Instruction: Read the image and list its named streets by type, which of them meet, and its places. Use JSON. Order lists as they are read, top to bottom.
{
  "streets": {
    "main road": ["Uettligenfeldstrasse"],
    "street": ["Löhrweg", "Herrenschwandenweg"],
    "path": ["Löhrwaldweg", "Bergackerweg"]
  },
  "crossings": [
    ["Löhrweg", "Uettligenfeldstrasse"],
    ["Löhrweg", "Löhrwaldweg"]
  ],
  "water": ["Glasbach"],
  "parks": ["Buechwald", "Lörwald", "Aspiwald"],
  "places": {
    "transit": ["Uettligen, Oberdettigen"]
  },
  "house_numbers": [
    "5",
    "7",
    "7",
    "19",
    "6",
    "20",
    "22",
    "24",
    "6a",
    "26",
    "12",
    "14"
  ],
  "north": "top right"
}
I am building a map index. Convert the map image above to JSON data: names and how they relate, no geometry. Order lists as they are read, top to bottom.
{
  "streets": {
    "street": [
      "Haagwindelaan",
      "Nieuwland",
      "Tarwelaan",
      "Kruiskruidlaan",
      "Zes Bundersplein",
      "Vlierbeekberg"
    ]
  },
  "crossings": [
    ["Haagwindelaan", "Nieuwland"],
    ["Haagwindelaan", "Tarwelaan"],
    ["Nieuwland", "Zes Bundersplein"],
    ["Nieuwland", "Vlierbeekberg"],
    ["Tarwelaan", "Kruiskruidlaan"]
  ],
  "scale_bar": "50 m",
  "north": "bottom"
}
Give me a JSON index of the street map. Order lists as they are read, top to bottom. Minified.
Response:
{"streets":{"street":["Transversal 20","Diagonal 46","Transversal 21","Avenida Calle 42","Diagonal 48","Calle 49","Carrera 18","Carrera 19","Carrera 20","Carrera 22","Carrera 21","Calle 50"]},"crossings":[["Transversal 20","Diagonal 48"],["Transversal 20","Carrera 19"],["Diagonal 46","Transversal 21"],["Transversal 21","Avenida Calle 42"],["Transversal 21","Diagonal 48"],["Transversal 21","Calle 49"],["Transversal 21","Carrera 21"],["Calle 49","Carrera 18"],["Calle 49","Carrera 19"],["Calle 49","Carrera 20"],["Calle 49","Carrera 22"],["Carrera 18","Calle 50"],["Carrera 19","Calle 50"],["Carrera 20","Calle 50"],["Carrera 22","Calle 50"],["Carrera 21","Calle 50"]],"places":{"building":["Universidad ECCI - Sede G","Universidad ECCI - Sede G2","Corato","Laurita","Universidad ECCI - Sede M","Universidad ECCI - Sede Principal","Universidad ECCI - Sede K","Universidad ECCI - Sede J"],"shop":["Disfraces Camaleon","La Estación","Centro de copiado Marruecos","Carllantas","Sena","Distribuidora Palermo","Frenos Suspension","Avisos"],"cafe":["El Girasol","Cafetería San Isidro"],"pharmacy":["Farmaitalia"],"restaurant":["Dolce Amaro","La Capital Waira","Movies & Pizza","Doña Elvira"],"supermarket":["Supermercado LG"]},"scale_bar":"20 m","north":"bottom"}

- [To do] Your task is to transcribe the listing above in full, exactly as given.

- [Result for this task]
Instruction: Read the image and list its named streets by type, which of them meet, and its places. Use JSON. Order lists as they are read, top to bottom.
{
  "streets": {
    "main road": ["Uettligenfeldstrasse"],
    "street": ["Löhrweg", "Herrenschwandenweg"],
    "path": ["Löhrwaldweg", "Bergackerweg"]
  },
  "crossings": [
    ["Löhrweg", "Uettligenfeldstrasse"],
    ["Löhrweg", "Löhrwaldweg"]
  ],
  "water": ["Glasbach"],
  "parks": ["Buechwald", "Lörwald", "Aspiwald"],
  "places": {
    "transit": ["Uettligen, Oberdettigen"]
  },
  "house_numbers": [
    "5",
    "7",
    "7",
    "19",
    "6",
    "20",
    "22",
    "24",
    "6a",
    "26",
    "12",
    "14"
  ],
  "north": "top right"
}
I am building a map index. Convert the map image above to JSON data: names and how they relate, no geometry. Order lists as they are read, top to bottom.
{
  "streets": {
    "street": [
      "Haagwindelaan",
      "Nieuwland",
      "Tarwelaan",
      "Kruiskruidlaan",
      "Zes Bundersplein",
      "Vlierbeekberg"
    ]
  },
  "crossings": [
    ["Haagwindelaan", "Nieuwland"],
    ["Haagwindelaan", "Tarwelaan"],
    ["Nieuwland", "Zes Bundersplein"],
    ["Nieuwland", "Vlierbeekberg"],
    ["Tarwelaan", "Kruiskruidlaan"]
  ],
  "scale_bar": "50 m",
  "north": "bottom"
}
Give me a JSON index of the street map. Order lists as they are read, top to bottom. Minified.
Response:
{"streets":{"street":["Transversal 20","Diagonal 46","Transversal 21","Avenida Calle 42","Diagonal 48","Calle 49","Carrera 18","Carrera 19","Carrera 20","Carrera 22","Carrera 21","Calle 50"]},"crossings":[["Transversal 20","Diagonal 48"],["Transversal 20","Carrera 19"],["Diagonal 46","Transversal 21"],["Transversal 21","Avenida Calle 42"],["Transversal 21","Diagonal 48"],["Transversal 21","Calle 49"],["Transversal 21","Carrera 21"],["Calle 49","Carrera 18"],["Calle 49","Carrera 19"],["Calle 49","Carrera 20"],["Calle 49","Carrera 22"],["Carrera 18","Calle 50"],["Carrera 19","Calle 50"],["Carrera 20","Calle 50"],["Carrera 22","Calle 50"],["Carrera 21","Calle 50"]],"places":{"building":["Universidad ECCI - Sede G","Universidad ECCI - Sede G2","Corato","Laurita","Universidad ECCI - Sede M","Universidad ECCI - Sede Principal","Universidad ECCI - Sede K","Universidad ECCI - Sede J"],"shop":["Disfraces Camaleon","La Estación","Centro de copiado Marruecos","Carllantas","Sena","Distribuidora Palermo","Frenos Suspension","Avisos"],"cafe":["El Girasol","Cafetería San Isidro"],"pharmacy":["Farmaitalia"],"restaurant":["Dolce Amaro","La Capital Waira","Movies & Pizza","Doña Elvira"],"supermarket":["Supermercado LG"]},"scale_bar":"20 m","north":"bottom"}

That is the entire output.